Abstract: TH-PO618
Gelsolin Amyloidosis (Familial Amyloidosis of Finnish Type) in a North American Kindred
Session Information
- Fellows/Residents Case Reports: Genetic Diseases, Pregnancy, Monoclonal Gammopathy
November 02, 2017 | Location: Hall H, Morial Convention Center
Abstract Time: 10:00 AM - 10:00 AM
Category: Nephrology Education
- 1302 Fellows and Residents Case Reports
Authors
- Salameh, Hassan A., Mayo Clinic, Rochester, Minnesota, United States
- Ashrani, Aneel A, Mayo Clinic , Rochester, Minnesota, United States
- Howard, Matthew, Mayo Clinic, Rochester, Minnesota, United States
- Cornell, Lynn D., Mayo Clinic, Rochester, Minnesota, United States
- Hogan, Marie C., Mayo Clinic, Rochester, Minnesota, United States
Background
Gelsolin amyloidosis is a rare form of systemic amyloidosis characterized by lattice corneal dystrophy, cranial nerve neuropathies and elastolysis.

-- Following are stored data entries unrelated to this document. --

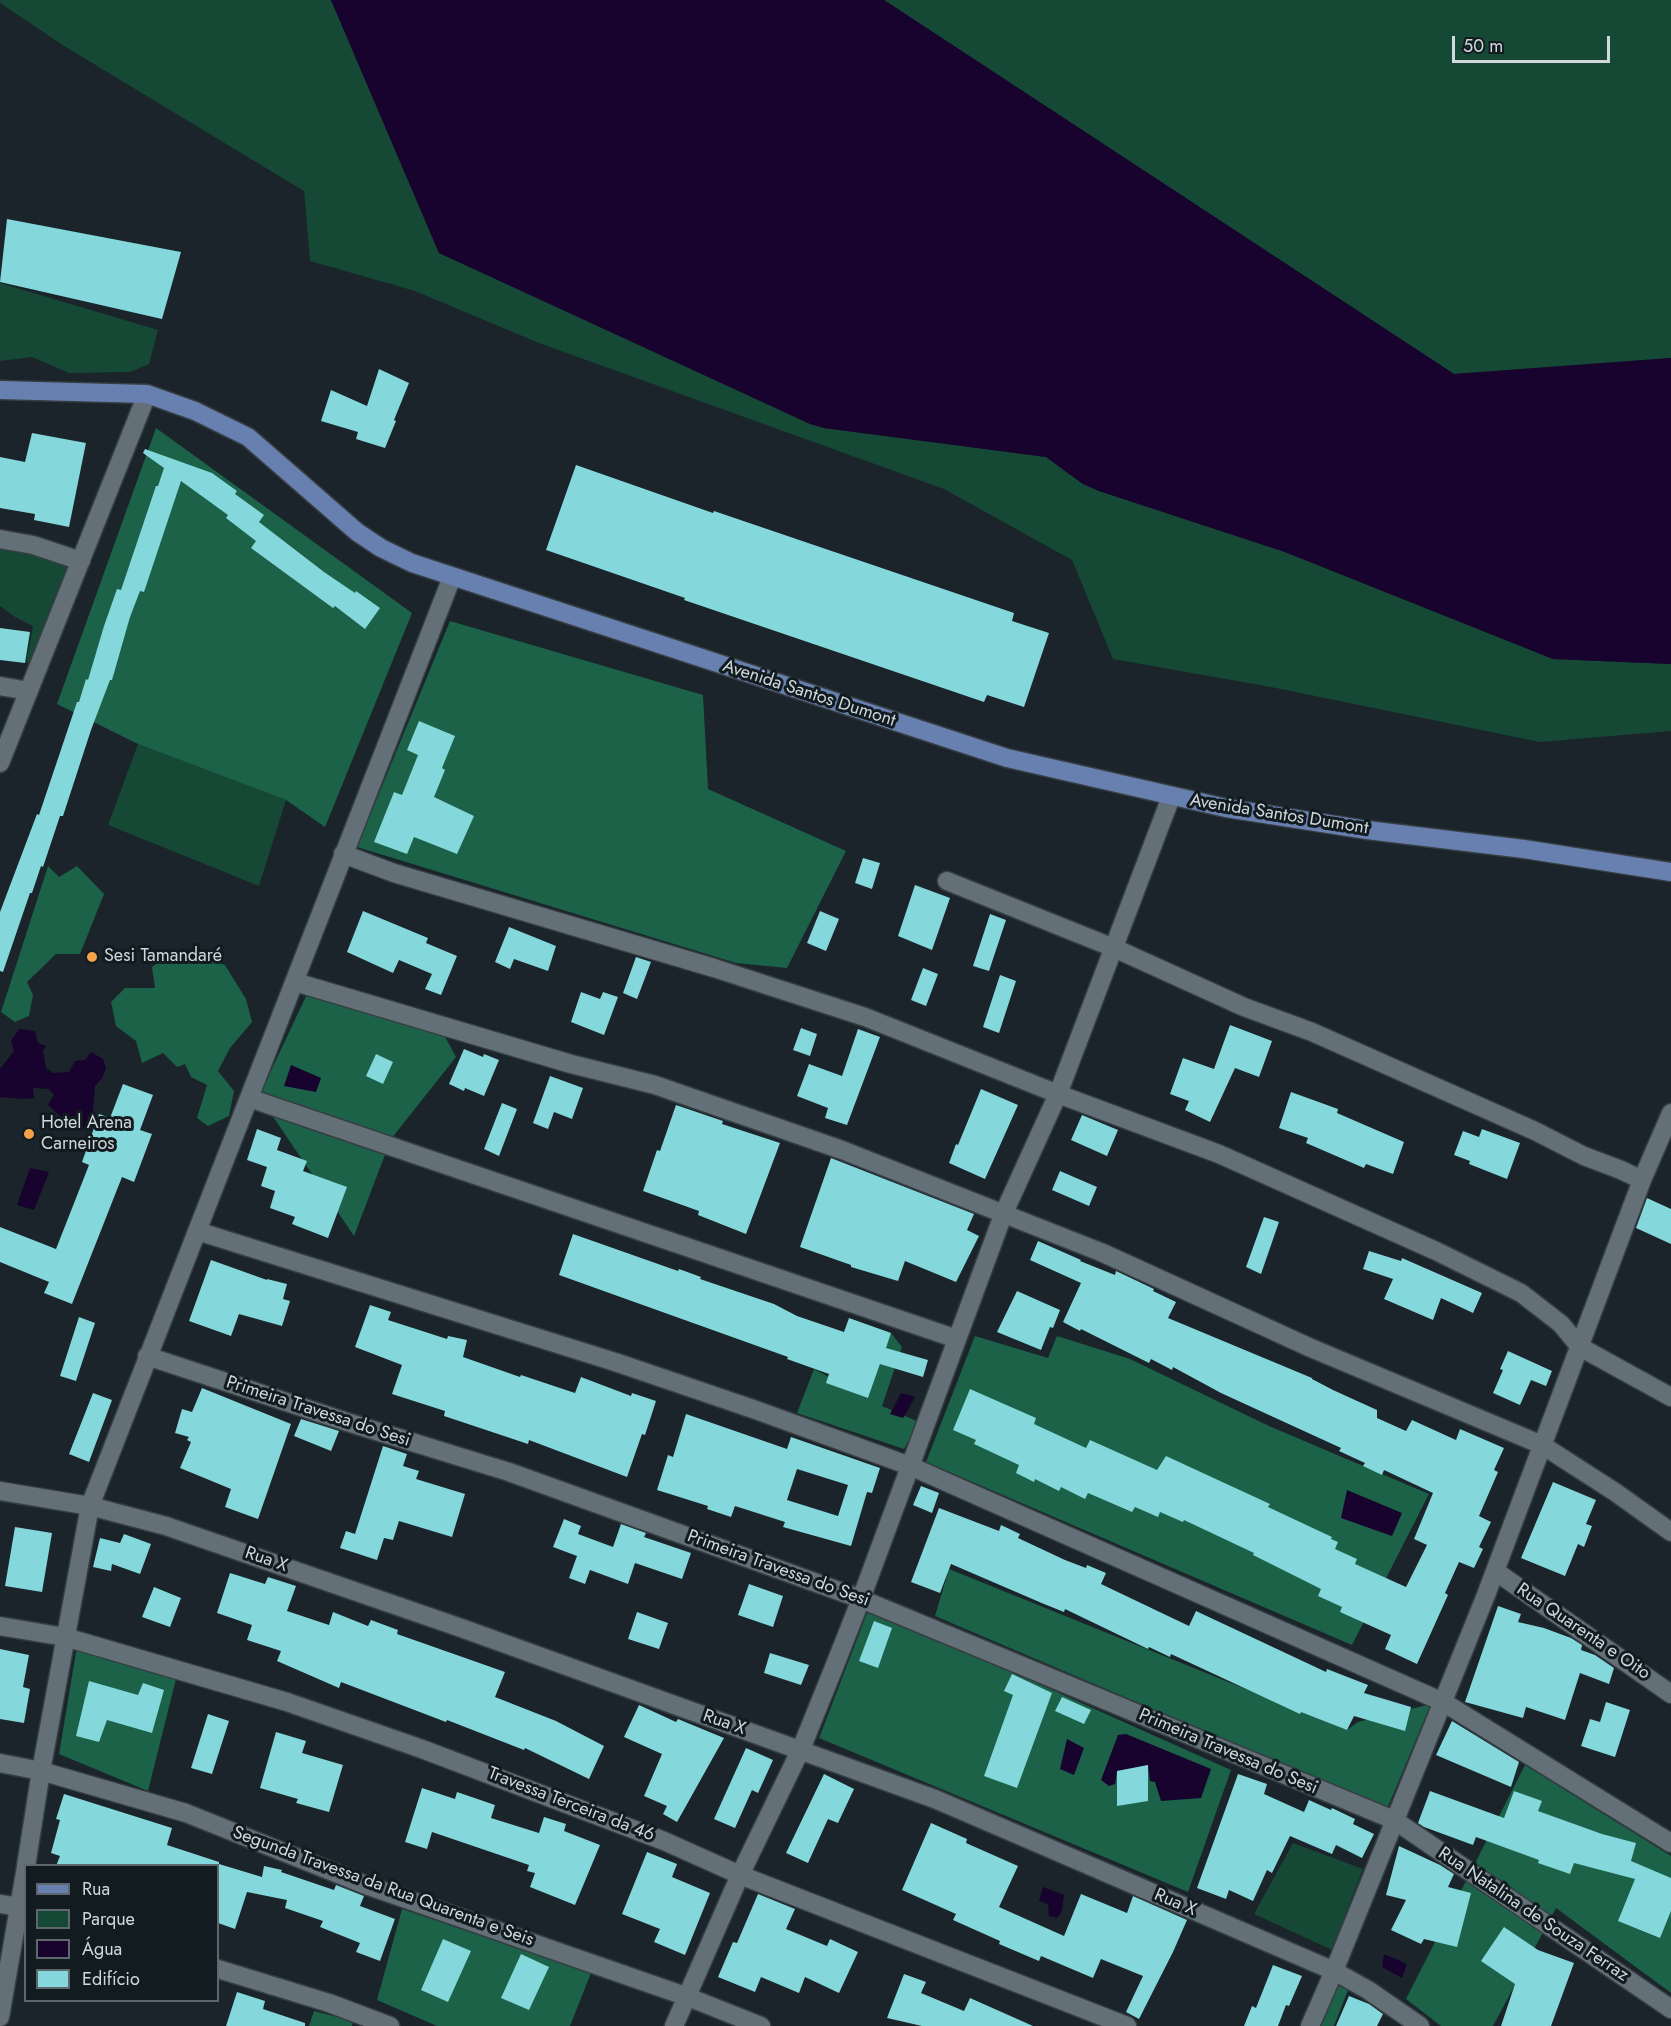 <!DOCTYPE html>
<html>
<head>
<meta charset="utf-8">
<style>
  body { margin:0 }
  #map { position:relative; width:1671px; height:2026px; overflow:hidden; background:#1a242a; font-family:Jost,sans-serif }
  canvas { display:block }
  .legend { position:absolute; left:24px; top:1864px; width:195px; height:138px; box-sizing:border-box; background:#111b20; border:2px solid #5e676b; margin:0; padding:8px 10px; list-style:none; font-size:18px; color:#d1d8dc }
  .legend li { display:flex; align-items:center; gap:12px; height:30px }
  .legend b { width:30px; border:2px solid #5e676b }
  .scale { position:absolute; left:1452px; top:36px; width:158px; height:27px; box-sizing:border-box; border:3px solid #d1d8dc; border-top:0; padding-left:8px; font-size:18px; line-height:21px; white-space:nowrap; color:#d1d8dc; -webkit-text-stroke:4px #111b20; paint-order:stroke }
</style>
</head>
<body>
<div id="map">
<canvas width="1671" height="2026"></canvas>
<ul class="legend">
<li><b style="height:8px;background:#6880b0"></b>Rua</li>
<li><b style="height:16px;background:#154835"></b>Parque</li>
<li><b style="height:16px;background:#17032e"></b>Água</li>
<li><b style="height:16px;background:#84d7da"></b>Edifício</li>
</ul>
<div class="scale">50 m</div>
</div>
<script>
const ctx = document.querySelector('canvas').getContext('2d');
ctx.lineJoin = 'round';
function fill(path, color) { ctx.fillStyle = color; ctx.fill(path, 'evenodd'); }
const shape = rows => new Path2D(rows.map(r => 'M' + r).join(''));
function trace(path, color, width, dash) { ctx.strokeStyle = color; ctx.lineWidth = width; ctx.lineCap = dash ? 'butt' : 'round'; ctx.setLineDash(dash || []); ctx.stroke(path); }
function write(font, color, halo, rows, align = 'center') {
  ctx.font = font + ' Jost,sans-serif'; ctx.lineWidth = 6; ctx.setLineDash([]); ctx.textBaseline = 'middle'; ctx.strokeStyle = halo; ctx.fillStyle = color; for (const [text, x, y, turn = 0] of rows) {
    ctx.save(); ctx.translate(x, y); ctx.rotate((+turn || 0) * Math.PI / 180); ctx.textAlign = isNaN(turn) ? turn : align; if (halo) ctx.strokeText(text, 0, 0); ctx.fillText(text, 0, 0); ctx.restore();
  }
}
const green = shape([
  [0,0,331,0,439,253,824,428,1046,457,1083,484,1099,491,1285,552,1553,659,1671,664,1671,731,1540,742,1271,687,1113,659,1072,560,944,489,539,343,415,291,310,261,304,191,64,46,0,3],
  [884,0,1671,0,1671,358,1454,374],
  [0,283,158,330,149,364,130,372,69,373,32,357,0,361],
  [0,547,29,550,70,569,33,666,26,662,33,626,15,617,0,606],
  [138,744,286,800,259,886,108,825],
  [1293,1843,1363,1869,1332,1950,1254,1914]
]);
const forest = shape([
  [156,428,412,613,325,827,286,800,138,744,57,704],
  [450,621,703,695,708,789,846,851,787,968,736,963,357,847],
  [48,866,59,877,77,866,104,894,80,954,56,954,27,982,33,995,29,1016,15,1022,1,1012],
  [177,949,225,965,246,999,252,1022,230,1048,218,1071,234,1091,229,1116,208,1126,197,1118,207,1085,191,1077,185,1064,177,1067,163,1053,142,1063,136,1041,116,1026,111,1002,125,988,155,988,152,967],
  [308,992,443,1033,456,1057,391,1139,354,1236,259,1096],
  [891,1333,902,1347,882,1406,919,1422,904,1449,797,1413,814,1369,868,1398],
  [975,1336,1048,1358,1057,1336,1130,1359,1269,1426,1429,1494,1352,1645,926,1462],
  [949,1569,1347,1730,1358,1722,1431,1704,1387,1809,935,1616],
  [869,1608,1231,1770,1188,1892,819,1738],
  [77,1646,177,1675,148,1791,59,1754],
  [1525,1765,1671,1856,1671,1993,1556,1908,1493,2026,1441,2026,1406,1999],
  [402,1909,591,1973,570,2026,437,2026,377,2000],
  [1338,1985,1348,1990,1334,2026,1319,2026],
  [314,2011,353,2021,352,2026,309,2026]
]);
const water = shape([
  [331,0,884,0,1454,374,1671,358,1671,664,1553,659,1285,552,1099,491,1083,484,1046,457,824,428,810,424,439,253],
  [19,1029,35,1031,38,1043,46,1046,43,1051,46,1068,53,1073,69,1072,75,1061,85,1060,91,1052,103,1059,106,1069,102,1078,95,1086,93,1110,90,1123,81,1129,71,1126,48,1105,54,1095,49,1089,33,1088,34,1098,22,1099,0,1097,0,1069,14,1051,11,1041],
  [291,1065,321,1078,316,1092,284,1086],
  [30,1168,49,1172,34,1210,17,1205],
  [901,1393,915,1397,903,1418,890,1414],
  [1347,1490,1402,1513,1392,1536,1341,1518],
  [1126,1734,1211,1769,1201,1798,1161,1801,1155,1782,1150,1781,1148,1765,1117,1771,1115,1784,1109,1786,1101,1780,1118,1735],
  [1067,1739,1084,1748,1074,1775,1060,1769],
  [1043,1887,1064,1895,1062,1911,1057,1918,1049,1916,1048,1904,1039,1901],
  [1384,1954,1407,1964,1402,1978,1382,1967]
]);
const building = shape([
  [7,219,181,252,162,319,0,282],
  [379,369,409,383,394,420,396,421,385,448,356,439,358,432,321,421,331,390,367,406],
  [32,433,86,443,69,527,34,520,35,514,0,508,0,457,25,462],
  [145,449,212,473,237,491,235,494,264,515,259,522,324,572,355,593,356,591,380,608,365,629,335,606,333,608,251,548,256,541,226,518,228,515,181,481,144,592,140,591,130,617,112,680,110,680,91,730,63,816,60,816,43,867,41,866,32,893,30,893,3,972,0,971,0,912,37,814,39,815,77,702,79,702,86,679,88,680,104,626,117,589,121,590,156,486,158,486,164,468,143,453],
  [576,465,713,513,714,511,1014,613,1012,621,1049,633,1024,707,987,695,984,702,684,600,685,598,546,550],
  [0,628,30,632,25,663,0,660],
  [419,721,455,736,442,768,445,770,434,797,474,816,457,854,414,837,407,854,374,842,394,792,402,795,418,755,407,750],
  [863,858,880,863,872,889,855,883],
  [915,885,950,898,932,950,898,936],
  [363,911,428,938,426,943,457,956,441,995,425,989,432,974,399,960,393,973,347,952],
  [820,911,839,919,826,951,807,943],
  [990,914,1006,920,989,971,973,966],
  [509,927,556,946,548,971,514,959,510,969,495,962],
  [636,957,651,962,637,999,623,993],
  [923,968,938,974,926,1006,911,1000],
  [1000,975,1016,981,999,1033,983,1027],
  [581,992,600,999,603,992,618,997,604,1035,571,1022],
  [1230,1025,1272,1041,1259,1077,1235,1068,1210,1122,1185,1110,1189,1101,1170,1094,1183,1058,1214,1069],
  [801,1028,817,1034,810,1056,793,1050],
  [858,1029,880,1037,847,1125,825,1118,828,1108,797,1096,809,1064,842,1076],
  [464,1049,483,1057,484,1054,499,1060,484,1096,465,1088,464,1091,449,1084],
  [376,1054,393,1062,383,1084,366,1076],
  [550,1076,583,1088,572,1119,554,1112,548,1129,533,1123],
  [123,1084,153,1095,140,1130,152,1134,134,1182,122,1177,72,1304,44,1293,49,1282,0,1262,0,1227,56,1249,89,1165,82,1162,99,1114,110,1118],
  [981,1089,1018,1105,985,1179,949,1163,956,1144,958,1145],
  [1291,1092,1338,1109,1337,1113,1404,1142,1393,1174,1366,1164,1364,1168,1306,1143,1308,1138,1279,1128],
  [502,1103,517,1109,499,1156,484,1149],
  [676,1105,723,1121,722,1124,780,1143,746,1234,698,1215,699,1211,643,1191,657,1150,660,1151],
  [1082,1115,1118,1130,1107,1156,1071,1140],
  [257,1129,281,1138,277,1150,307,1161,303,1171,347,1187,328,1238,292,1224,295,1217,270,1208,275,1191,261,1186,267,1167,247,1160],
  [1482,1129,1520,1143,1507,1179,1469,1164,1470,1161,1454,1155,1463,1131,1479,1137],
  [831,1158,974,1214,967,1230,979,1236,956,1282,905,1261,898,1281,851,1267,851,1265,800,1247],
  [1060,1171,1097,1187,1089,1206,1052,1190],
  [1647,1198,1671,1209,1671,1244,1636,1228],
  [1264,1217,1279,1222,1261,1274,1246,1267],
  [573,1234,678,1271,679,1269,701,1277,700,1279,774,1304,797,1316,844,1332,849,1318,891,1333,886,1348,928,1360,923,1377,880,1364,868,1398,826,1383,829,1374,787,1359,788,1357,559,1275],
  [1038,1241,1081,1260,1080,1261,1115,1275,1116,1271,1154,1289,1153,1291,1176,1302,1168,1318,1312,1378,1312,1379,1333,1390,1377,1410,1377,1418,1406,1431,1412,1420,1456,1440,1460,1429,1504,1448,1494,1470,1498,1472,1479,1516,1491,1522,1479,1547,1483,1549,1474,1568,1459,1562,1445,1593,1448,1595,1417,1664,1385,1649,1391,1635,1340,1612,1342,1607,1318,1596,1321,1589,1253,1555,1254,1553,1184,1520,1183,1522,1160,1512,1158,1517,1135,1507,1132,1512,1088,1493,1085,1499,1061,1487,1059,1491,1035,1479,1034,1482,1016,1473,1019,1465,974,1444,976,1440,953,1430,970,1389,1036,1418,1034,1424,1086,1448,1090,1440,1157,1470,1166,1456,1270,1504,1268,1507,1332,1537,1331,1539,1338,1542,1335,1549,1357,1559,1355,1564,1406,1587,1427,1545,1414,1539,1433,1493,1384,1470,1382,1475,1363,1466,1365,1463,1339,1451,1341,1448,1221,1393,1173,1367,1172,1370,1151,1359,1149,1363,1081,1329,1080,1331,1063,1322,1081,1283,1030,1260],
  [1369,1251,1401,1261,1402,1258,1482,1293,1473,1313,1441,1298,1433,1320,1384,1299,1393,1279,1363,1269],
  [211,1260,267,1280,267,1279,287,1284,283,1299,290,1301,282,1326,239,1314,231,1336,189,1321],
  [1017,1291,1060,1310,1053,1328,1050,1327,1041,1350,997,1332],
  [370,1305,391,1312,388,1320,447,1339,448,1336,467,1340,463,1357,520,1377,521,1375,575,1393,581,1377,631,1396,632,1393,656,1401,645,1435,642,1434,627,1477,529,1440,528,1444,444,1416,445,1411,392,1394,402,1365,355,1347],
  [79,1317,95,1323,76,1381,60,1376],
  [1508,1351,1552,1371,1546,1386,1531,1380,1520,1405,1493,1393,1503,1370,1500,1369],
  [202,1388,291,1424,258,1519,225,1507,231,1489,180,1468,191,1442,187,1440,189,1437,175,1433,182,1409,192,1412],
  [93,1393,112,1400,89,1462,69,1454],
  [686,1414,787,1449,791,1437,880,1468,872,1493,867,1492,851,1546,783,1527,785,1522,735,1506,731,1517,707,1509,708,1506,657,1490,668,1455,673,1457],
  [797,1469,848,1485,838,1516,787,1500],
  [301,1419,339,1431,331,1451,294,1436],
  [383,1446,407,1454,403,1466,419,1471,416,1479,465,1494,452,1537,399,1521,393,1540,384,1538,377,1560,340,1548,346,1531,355,1534],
  [1553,1482,1596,1500,1586,1524,1592,1526,1584,1547,1578,1544,1565,1576,1521,1558],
  [921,1486,939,1493,932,1513,913,1505],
  [939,1508,999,1531,1001,1525,1020,1534,1018,1538,1065,1560,1086,1568,1087,1565,1106,1573,1101,1584,1189,1626,1196,1611,1326,1672,1327,1669,1368,1685,1364,1693,1411,1707,1405,1731,1354,1716,1347,1730,1301,1712,1300,1714,1171,1654,1170,1657,1149,1647,1148,1649,1065,1609,1064,1612,1044,1604,951,1564,940,1593,911,1582],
  [564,1519,581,1526,578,1534,613,1547,621,1524,646,1533,644,1537,691,1553,682,1579,635,1563,628,1584,590,1570,585,1584,569,1578,577,1556,553,1547],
  [15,1527,52,1533,42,1592,5,1586],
  [124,1534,151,1544,140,1574,112,1564,111,1571,93,1567,100,1538,120,1543],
  [230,1573,265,1584,268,1577,296,1586,287,1611,329,1625,333,1612,368,1626,371,1620,398,1630,397,1634,505,1672,495,1697,556,1721,604,1746,589,1779,525,1748,524,1750,447,1720,446,1722,341,1682,339,1688,277,1661,281,1651,247,1640,252,1625,217,1613],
  [749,1584,783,1596,773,1627,738,1615],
  [154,1587,181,1598,170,1627,142,1617],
  [1498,1606,1521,1614,1518,1622,1544,1628,1571,1638,1582,1645,1581,1650,1595,1655,1614,1668,1609,1684,1580,1673,1565,1720,1526,1707,1523,1718,1465,1702],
  [637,1612,668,1623,659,1649,628,1639],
  [874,1621,892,1628,878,1668,859,1661],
  [0,1649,29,1655,23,1687,30,1689,24,1723,0,1719],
  [770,1653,809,1665,801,1685,764,1673],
  [1012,1674,1052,1693,1017,1788,984,1776,1013,1695,1004,1691],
  [89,1681,138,1695,143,1683,164,1690,152,1733,107,1720,99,1742,76,1736],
  [1062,1697,1091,1710,1084,1724,1055,1711],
  [1606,1702,1630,1710,1615,1757,1581,1746,1590,1719,1600,1722],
  [639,1705,676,1722,678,1719,724,1738,677,1822,663,1814,667,1806,644,1796,662,1754,624,1737],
  [208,1714,229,1721,212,1774,191,1768],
  [1452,1721,1519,1762,1511,1787,1436,1755],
  [276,1732,306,1741,302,1753,343,1765,329,1812,296,1803,298,1799,260,1788],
  [746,1748,773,1760,758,1793,752,1790,735,1828,714,1819],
  [1148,1765,1148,1801,1117,1806,1117,1771],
  [824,1774,854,1789,838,1823,828,1819,808,1863,786,1853],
  [1238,1774,1267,1784,1264,1794,1304,1812,1309,1800,1331,1810,1332,1808,1355,1819,1353,1824,1374,1834,1362,1858,1336,1845,1332,1854,1290,1836,1272,1873,1267,1870,1253,1901,1229,1890,1226,1899,1197,1888],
  [422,1788,455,1799,457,1792,495,1805,491,1818,539,1833,544,1817,566,1824,564,1831,600,1845,575,1905,530,1887,535,1873,527,1871,529,1865,432,1832,427,1849,405,1842],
  [1430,1791,1504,1818,1514,1791,1542,1801,1538,1811,1602,1834,1636,1843,1631,1861,1671,1878,1671,1911,1660,1938,1618,1921,1635,1879,1574,1863,1570,1874,1538,1863,1539,1860,1476,1837,1473,1845,1424,1827,1418,1823],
  [64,1794,172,1828,167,1845,219,1862,219,1864,262,1877,264,1866,282,1870,281,1872,334,1890,336,1885,364,1896,360,1906,395,1919,380,1961,356,1952,360,1943,320,1927,323,1921,285,1908,287,1900,247,1892,235,1929,218,1923,218,1866,56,1866,60,1856,51,1853,60,1820,56,1819],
  [931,1823,967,1839,966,1843,1018,1866,999,1907,1064,1936,1081,1894,1127,1913,1133,1896,1187,1920,1173,1952,1139,2019,1126,2012,1143,1976,1101,1959,1093,1978,1041,1956,1039,1961,999,1944,1000,1941,953,1920,956,1914,902,1890],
  [1399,1846,1440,1865,1454,1874,1448,1887,1471,1893,1457,1947,1424,1939,1421,1944,1391,1930,1406,1900,1386,1895],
  [647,1852,677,1864,672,1877,710,1893,685,1955,654,1942,660,1929,622,1914],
  [758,1894,795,1909,786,1929,827,1946,830,1939,858,1952,839,1993,805,1977,799,1993,761,1977,755,1992,718,1977,733,1942,737,1943],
  [1504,1927,1538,1950,1574,1963,1551,2026,1501,2026,1515,1984,1481,1961],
  [443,1939,471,1951,448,2002,421,1990],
  [521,1954,549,1967,529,2010,501,1998],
  [1273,1965,1302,1976,1289,2006,1286,2005,1278,2026,1244,2026,1252,2006,1256,2008],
  [904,1974,926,1982,921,1993,964,2011,970,1998,1033,2026,922,2026,887,2018],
  [237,1992,265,2001,263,2009,305,2023,305,2026,226,2026],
  [1349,1996,1369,2004,1383,2014,1377,2026,1336,2026]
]);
const street = shape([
  [0,539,33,545,81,561],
  [0,686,29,691],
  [0,763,147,394],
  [343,854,394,873,714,968,865,1017,1058,1094,1219,1154,1436,1251,1521,1293,1561,1324,1580,1347,1671,1397],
  [947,881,1114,948,1244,1007,1312,1032,1535,1131,1584,1156,1621,1170,1642,1180],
  [295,982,571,1064,655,1085,842,1150,1103,1253,1311,1348,1542,1445,1615,1492,1671,1532],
  [249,1098,957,1339],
  [197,1231,615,1362,753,1409,910,1466,1443,1702,1671,1843],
  [147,1356,347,1422,509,1472,861,1599,1394,1820,1671,2009],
  [0,1491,90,1506,166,1526,464,1629,935,1799,1334,1971,1368,1990,1420,2026],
  [1495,1571,1671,1694],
  [0,1626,65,1637,287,1702,422,1749,664,1841,740,1875,1127,2026],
  [0,1763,41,1771,186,1813,363,1884,688,1997,761,2026],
  [26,1866,41,1771,90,1506,452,577],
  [0,1904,26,1908],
  [218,1969,329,2003,390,2026],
  [0,2017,26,1867],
  [674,2026,740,1875,801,1749,833,1670,861,1599,1003,1215,1058,1094,1171,797],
  [1310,2026,1334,1971,1486,1595,1642,1180,1671,1113]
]);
const primary = shape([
  [0,390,147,394,195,411,248,437,357,532,381,548,412,563,1007,758,1226,808,1367,830,1524,849,1671,872]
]);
const markers = [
  [92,957,6,"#f7a149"],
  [29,1134,6,"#f7a149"]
];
const streetNames = [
  ["Avenida Santos Dumont",809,694,18],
  ["Avenida Santos Dumont",1279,815,9],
  ["Primeira Travessa do Sesi",318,1412,18],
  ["Rua X",266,1560,19],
  ["Primeira Travessa do Sesi",778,1569,20],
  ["Rua Quarenta e Oito",1583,1632,34],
  ["Rua X",724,1723,19],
  ["Primeira Travessa do Sesi",1228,1752,23],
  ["Travessa Terceira da 46",571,1805,21],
  ["Segunda Travessa da Rua Quarenta e Seis",383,1887,20],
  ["Rua X",1175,1903,23],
  ["Rua Natalina de Souza Ferraz",1533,1915,34]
];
const poiNames = [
  ["Sesi Tamandaré",104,957],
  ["Hotel Arena",41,1124],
  ["Carneiros",41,1145]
];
fill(green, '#154835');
fill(forest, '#1b6248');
fill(water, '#17032e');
fill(building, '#84d7da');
trace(street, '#363e43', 21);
trace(primary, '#363e43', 21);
trace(street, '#647077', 18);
trace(primary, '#6880b0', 18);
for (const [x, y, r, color] of markers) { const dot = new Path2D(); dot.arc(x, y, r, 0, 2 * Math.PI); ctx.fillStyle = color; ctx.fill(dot); trace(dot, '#111b20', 2); }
write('18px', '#d1d8dc', '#111b20', streetNames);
write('18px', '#d1d8dc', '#111b20', poiNames, 'left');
</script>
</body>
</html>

Renal involvement with nephrotic syndrome is rare. Early onset severe kidney disease has been reported in homozygotes and late onset slowly progressive forms in heterozygotes. It is usually caused by a gelsolin gene defect, namely a G640A previously known as G654A or G654T mutation.
Methods
We report a 74-year-old man presenting with CKD3 and nephrotic syndrome (NS). Medical history was significant for hypertension and lattice corneal dystrophy type II (LCD II) and family history of LCD II (son, mother, two maternal uncles and maternal aunts, (all of Lithuanian-Finnish heritage) ) and no family history of kidney disease. Exam showed periorbital and ankle edema. Serum creatinine was 2.1 mg/dL with eGFR 33 mL/min/1.73 m2 and 5.6 g proteinuria/24h. SPEP and UPEP were negative. Free light chains were mildly elevated. Kidney biopsy (KB) showed minimal Congo red positivity along with immunofluorescence findings revealed amyloidosis of undetermined type. Electron microscopy showed 10.8 nm fibrils focally replacing the glomerular basement membrane. No additional KB material was available for laser microdissection (LMD) and mass spectroscopy (MS). MS proteomics of fat aspirate material (with equivocal Congo red stain) typed the most abundant peptides were from GELS_HUMAN with p.D214N AA change identified. A heterozygous pathogenic variant c.640G>A (g.124073097; p.D214N also known as p.D187N) in the GSN gene was confirmed by Sanger sequencing consistent with familial amyloidosis Finnish type.
Conclusion
Our patient had an unusual presentation with renal and ophthalmic involvement and no neurologic or dermatologic manifestations. This report highlights (1) importance of MS evaluation in atypical amyloidosis cases (2) implications for management (therapies are now in pre-clinical studies) (3) genetic counseling implications for families; heterozygous cases have late onset slowly progressive disease and (4) in cases where there is insufficient KB tissue for MS analysis, fat aspirate material (a relatively minimally invasive procedure) permitted confirmation.